What is available on the Web?

Currently the Web offers the following through a hypertext, and in some cases, hypermedia interface:

  • Anything served through Gopher
  • Anything served through Wide Area Information Server (WAIS)
  • Anything served through anonymous FTP sites
  • Full Archie services (a FTP search service)
  • Full Veronica services (a Gopher search service)
  • Full CSO, X.500, and whois services (Internet phone book services)
  • Full finger services (an Internet user lookup program)
  • Any library system using PALS (a library database standard)
  • Anything on Usenet
  • Anything accessible through telnet
  • Anything in hytelnet (a hypertext interface to telnet)
  • Anything in techinfo or texinfo (forms of campus-wide information services)
  • Anything in hyper-g (a networked hypertext system in use throughout Europe)
  • Anything in the form of man pages
  • HTML-formatted hypertext and hypermedia documents

How does the Web work?

The Web works under the popular client-server model. A Web server is a program running on a computer whose only purpose is to serve documents to other computers when asked to. A Web client is a program that interfaces with the user and requests documents from a server as the user asks for them. Because the server does a minimal amount of work (it does not perform any calculations) and only operates when a document is requested, it puts a minimal amount of workload on the computer running it.

Here's an example of how the process works:

  1. Running a Web client (also called a browser), the user selects a piece of hypertext connected to another text - "The History of Computers".
  2. The Web client connects to a computer specified by a network address somewhere on the Internet and asks that computers Web server for "The History of Computers".
  3. The server responds by sending the text and any other media within that text (pictures, sounds, or movies) to the users screen.

The World-Wide Web is composed of thousands of these virtual transactions taking place per hour throughout the world, creating a web of information flow.

Future Web servers will include encryption and client authentication abilities - they will be able to send and receive secure data and be more selective as to which clients receive information.
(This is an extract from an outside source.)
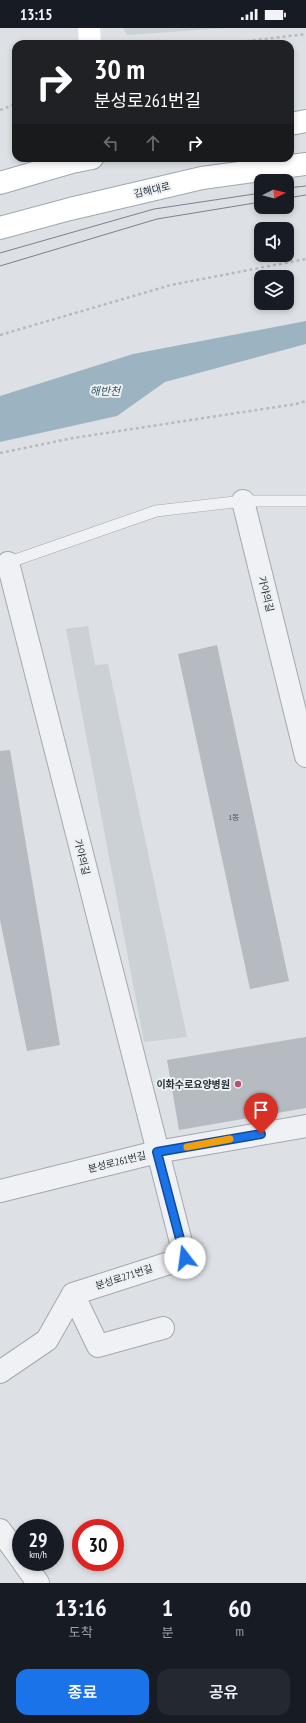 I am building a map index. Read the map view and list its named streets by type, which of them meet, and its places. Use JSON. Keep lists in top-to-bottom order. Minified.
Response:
{"streets":{"main road":["김해대로"],"street":["가야의길","분성로261번길","분성로271번길"]},"crossings":[["가야의길","분성로261번길"],["가야의길","분성로271번길"],["분성로261번길","분성로271번길"]],"water":["해반천"],"places":["이화수로요양병원"],"house_numbers":["1동"],"north":"right","page":{"status":"13:15","turn":["30 m","분성로261번길"],"speed":"29 km/h","limit":"30","eta":["13:16","도착","1","분","60","m"],"buttons":["종료","공유"]}} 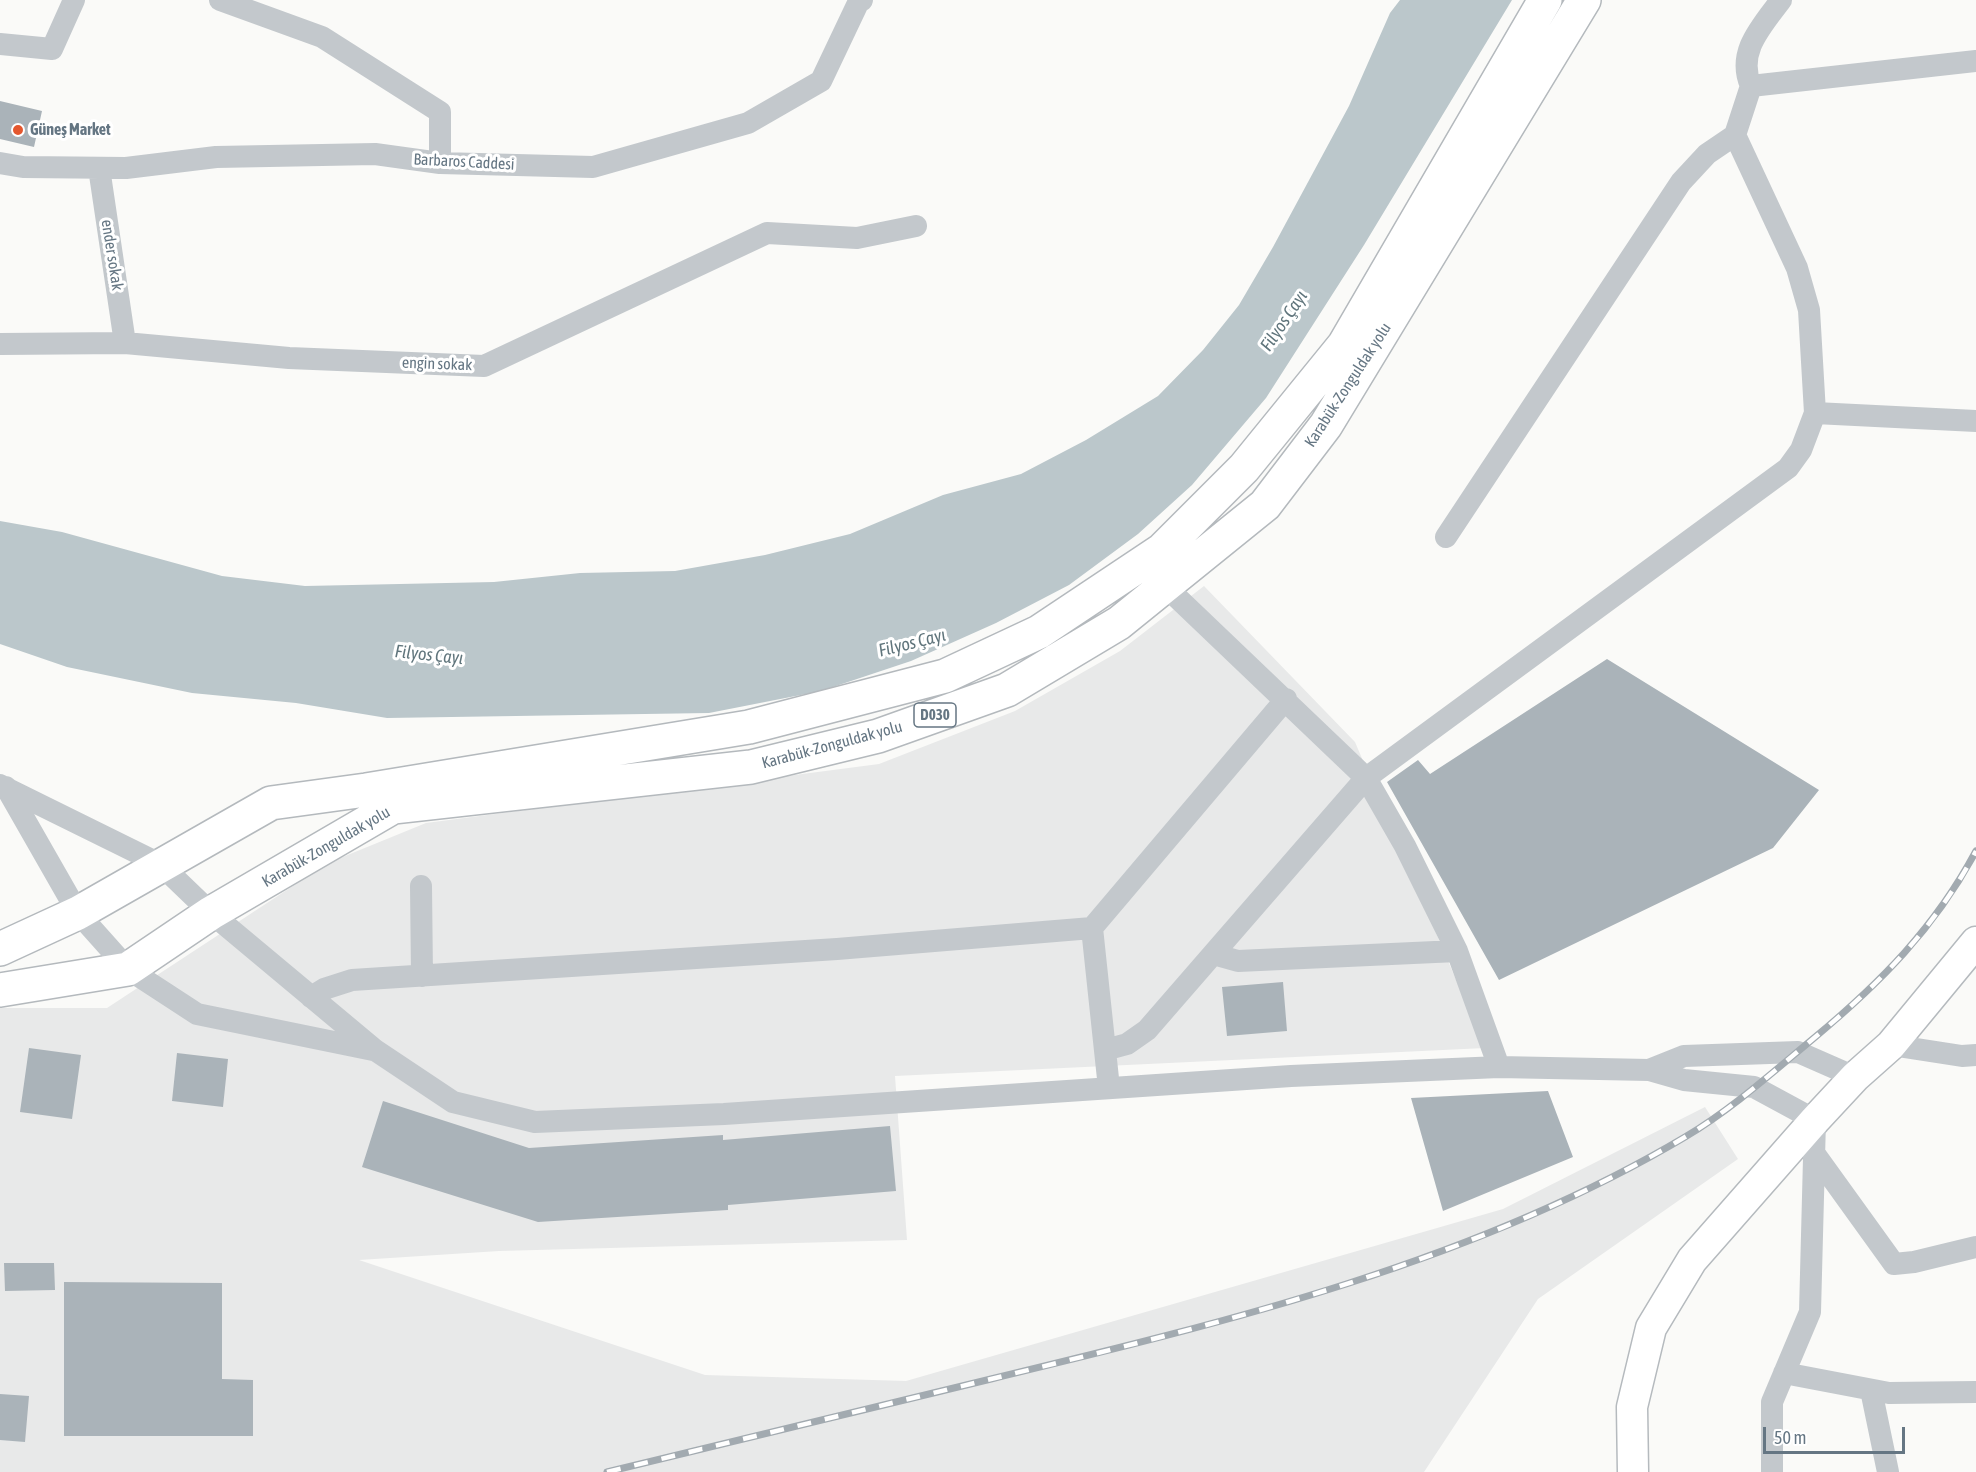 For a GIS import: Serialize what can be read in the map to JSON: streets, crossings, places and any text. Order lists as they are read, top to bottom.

This will allow freer communications among Web users and will make sure that sensitive data is kept private. It will be harder to compromise the security of commercial servers and educational servers which wish to keep information local. Improvements in security will facilitate the idea of "pay-per-view" hypermedia, a concept which many commercial interests are currently pursuing.

Client.gif

The language that Web clients and servers use to communicate with each other is called the HyperText Transmission Protocol (HTTP). All Web clients and servers must be able to speak HTTP in order to send and receive hypermedia documents. For this reason, Web servers are often called HTTP servers.

The phrase "World-Wide Web" is often used to refer to the collective network of servers speaking HTTP as well as the global body of information available using the protocol.

The standard language the Web uses for creating and recognizing hypermedia documents is the HyperText Markup Language (HTML). It is loosely related to, but technically not a subset of, the Standard Generalized Markup Language (SGML), a document formatting language used widely in some computing circles.

HTML is widely praised for its ease of use. Web documents are typically written in HTML and are usually named with the suffix ".html". HTML documents are nothing more than standard 7-bit ASCII files with formatting codes that contain information about layout (text styles, document titles, paragraphs, lists) and hyperlinks. Many free software convertors are available for translating documents in foreign formats to HTML.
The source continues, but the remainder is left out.